CEO Paige Sopcic and GM Dan Reese assist beverage manufacturers grow their brands by providing affordable labeled cans.

“We help support the craft beverage industry by providing can-sleeve services for craft beverage producers, of all sizes, nationwide,” says Sopcic. “We help you set your brand apart on the shelves, by helping small producers really decorate their can, and showcase their brand.”

Major companies like Coca-Cola have their labels printed directly onto the aluminum — a process too costly for smaller manufacturers of craft beer, wine, kombucha, seltzer, or CBD/THC beverages. Smaller brands have often relied on stick-on labels, but Sopcic says, “Stickers really only cover a small percentage of the available space [on the can], for the brand.”

Sopcic says the shrink sleeve is an aesthetically pleasing, cost-effective option: The printed label slips directly over an aluminum can, before being adhered with heat onto the aluminum. “We are using digital graphics with 360-degree coverage [around the side of the] can,” says Sopcic. “The options are endless when it comes to translating ideas for your brand onto a can.” She adds, “We’ve got a stellar art team that supports our customers, [translating their designs] directly onto the cans.”

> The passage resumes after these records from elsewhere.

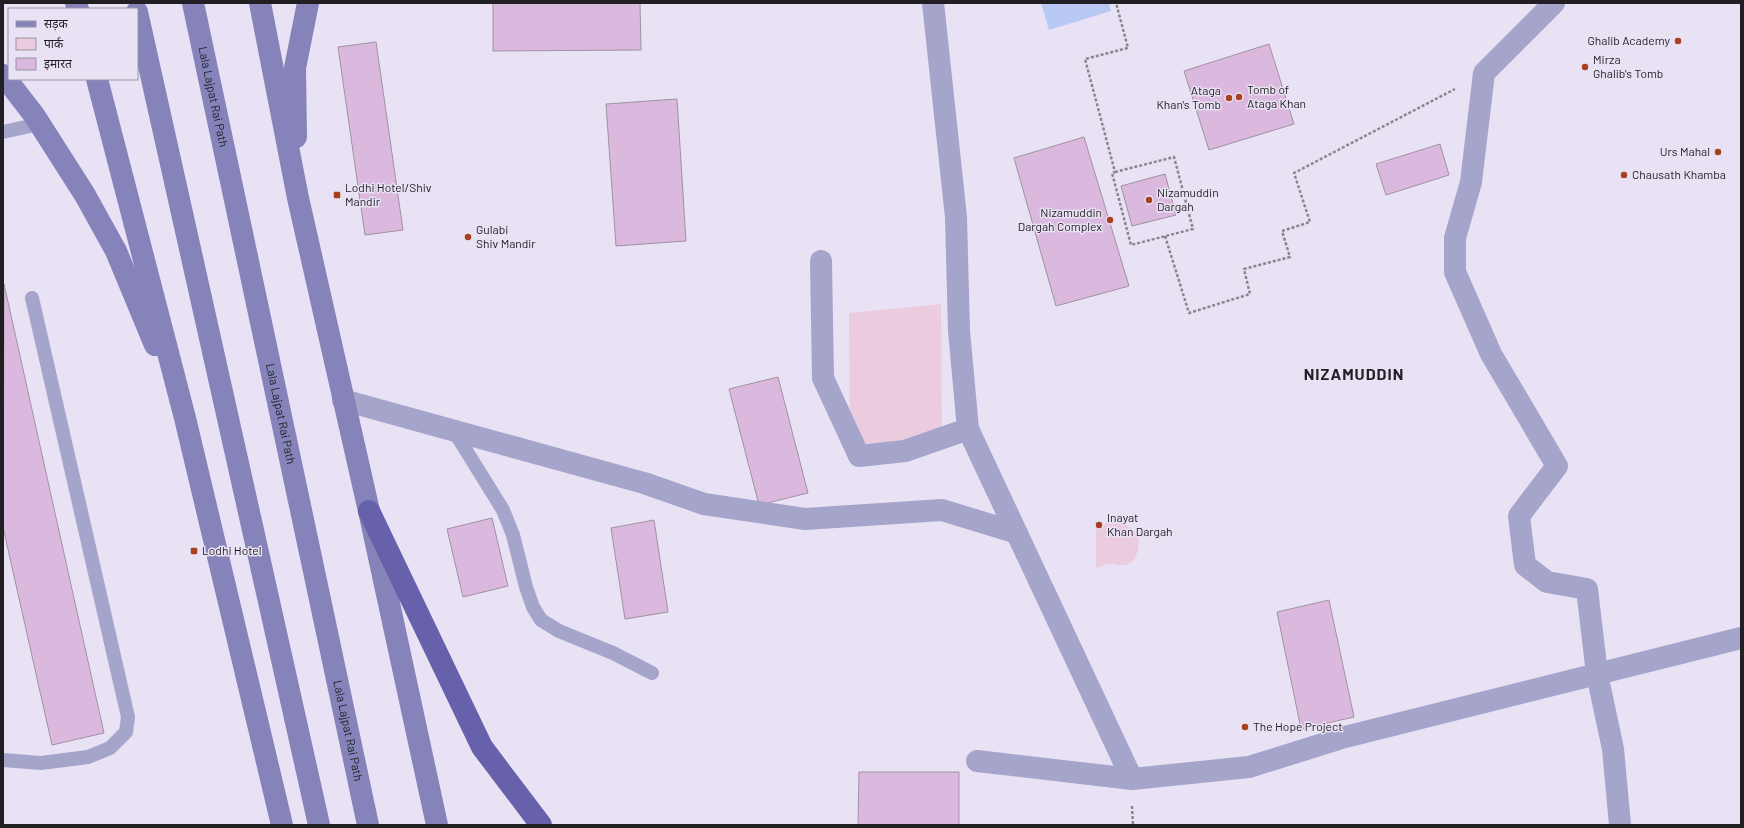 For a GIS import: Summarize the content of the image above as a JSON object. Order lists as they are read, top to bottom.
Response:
{
  "streets": {
    "main road": ["Lala Lajpat Rai Path"]
  },
  "districts": ["NIZAMUDDIN"],
  "places": {
    "other": [
      "Ghalib Academy",
      "Mirza Ghalib's Tomb",
      "Tomb of Ataga Khan",
      "Ataga Khan's Tomb",
      "Urs Mahal",
      "Chausath Khamba",
      "Nizamuddin Dargah",
      "Nizamuddin Dargah Complex",
      "Gulabi Shiv Mandir",
      "Inayat Khan Dargah",
      "The Hope Project"
    ],
    "transit": ["Lodhi Hotel/Shiv Mandir", "Lodhi Hotel"]
  },
  "legend": ["सड़क", "पार्क", "इमारत"]
} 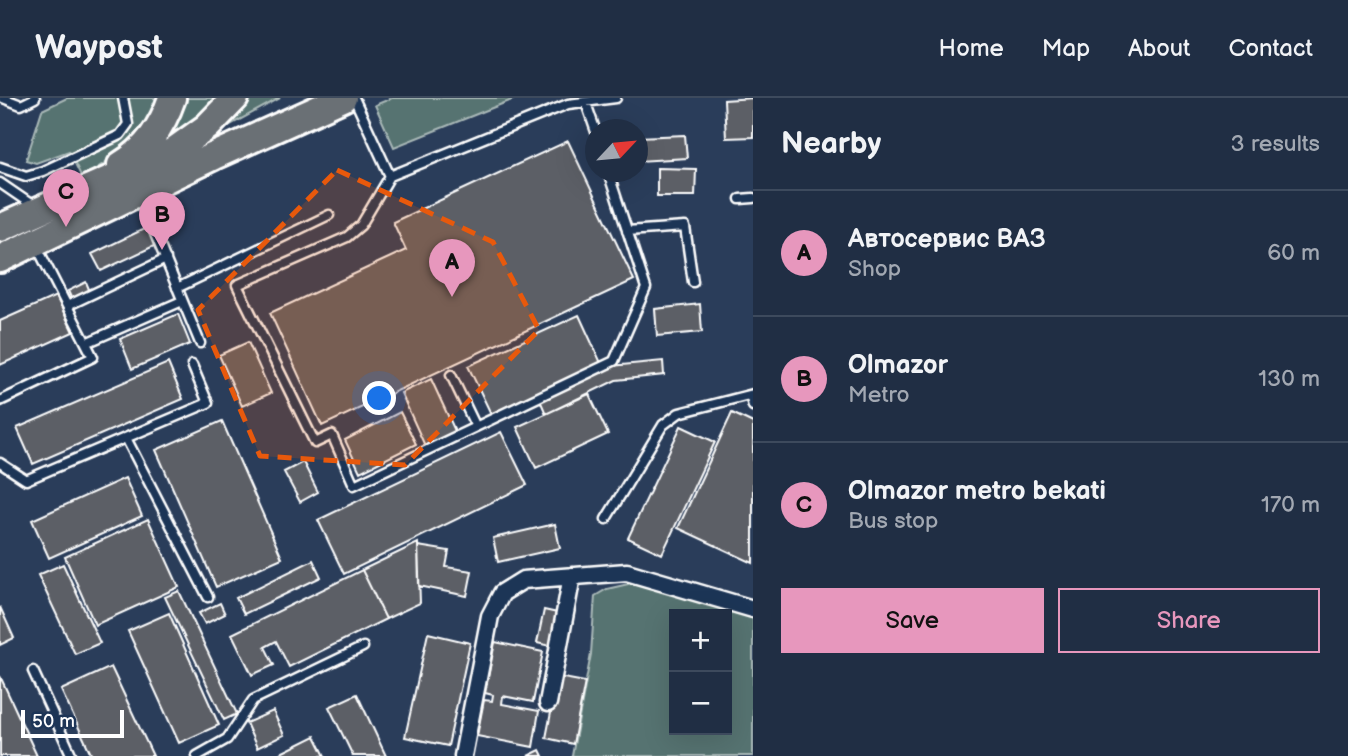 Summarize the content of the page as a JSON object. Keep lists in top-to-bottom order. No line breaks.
{"scale_bar":"50 m","north":"top right","page":{"header":"Waypost","nav":["Home","Map","About","Contact"],"heading":["Nearby","3 results"],"pins":["C","B","A"],"list":[{"mark":"A","name":"Автосервис ВАЗ","note":"Shop","value":"60 m"},{"mark":"B","name":"Olmazor","note":"Metro","value":"130 m"},{"mark":"C","name":"Olmazor metro bekati","note":"Bus stop","value":"170 m"}],"buttons":["Save","Share"],"map_buttons":["+","−"],"scale":"50 m"}}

CanSource provides its customers with aluminum cans with the shrink-sleeve labels attached, which the customers can then fill by using their own canning line; by utilizing a co-packer to fill them; or by contracting with a mobile canning service. The minimum order is “a half pallet of cans, roughly 3,000 cans,” says Reese.

If a small company first contacts the major aluminum can supplier Ball, Reese says they’ll be told that minimum order needs to exceed 200,000 printed cans — and those cans won’t be ready for at least eight to 10 weeks. According to Reese, Ball often tells companies looking for smaller orders, “Call CanSource.”

CanSource can provide those same aluminum cans — which they source from Ball — with the labels attached, in a quicker amount of time. “Ball is a strategic partner of ours,” says Reese. “They love us, and they hope that we can help our customers graduate to printed cans” — in other words, those much larger orders that will require Ball’s direct services.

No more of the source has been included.